## Task directions
Nothing but the data, repeated exactly, belongs in the answer.

## Dataset excerpts
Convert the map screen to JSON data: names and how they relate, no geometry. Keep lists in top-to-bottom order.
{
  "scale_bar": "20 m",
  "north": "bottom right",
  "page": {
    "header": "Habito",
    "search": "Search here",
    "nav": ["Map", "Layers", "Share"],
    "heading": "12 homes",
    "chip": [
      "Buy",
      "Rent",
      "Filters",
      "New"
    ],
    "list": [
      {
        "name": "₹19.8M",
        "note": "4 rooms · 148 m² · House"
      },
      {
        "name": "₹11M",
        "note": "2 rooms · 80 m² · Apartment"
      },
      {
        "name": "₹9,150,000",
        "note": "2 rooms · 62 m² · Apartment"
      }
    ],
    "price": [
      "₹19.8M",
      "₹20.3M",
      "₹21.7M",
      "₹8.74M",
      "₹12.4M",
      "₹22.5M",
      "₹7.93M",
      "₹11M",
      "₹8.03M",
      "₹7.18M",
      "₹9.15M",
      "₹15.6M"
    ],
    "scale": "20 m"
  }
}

## Exercise solution
Convert the map screen to JSON data: names and how they relate, no geometry. Keep lists in top-to-bottom order.
{
  "scale_bar": "20 m",
  "north": "bottom right",
  "page": {
    "header": "Habito",
    "search": "Search here",
    "nav": ["Map", "Layers", "Share"],
    "heading": "12 homes",
    "chip": [
      "Buy",
      "Rent",
      "Filters",
      "New"
    ],
    "list": [
      {
        "name": "₹19.8M",
        "note": "4 rooms · 148 m² · House"
      },
      {
        "name": "₹11M",
        "note": "2 rooms · 80 m² · Apartment"
      },
      {
        "name": "₹9,150,000",
        "note": "2 rooms · 62 m² · Apartment"
      }
    ],
    "price": [
      "₹19.8M",
      "₹20.3M",
      "₹21.7M",
      "₹8.74M",
      "₹12.4M",
      "₹22.5M",
      "₹7.93M",
      "₹11M",
      "₹8.03M",
      "₹7.18M",
      "₹9.15M",
      "₹15.6M"
    ],
    "scale": "20 m"
  }
}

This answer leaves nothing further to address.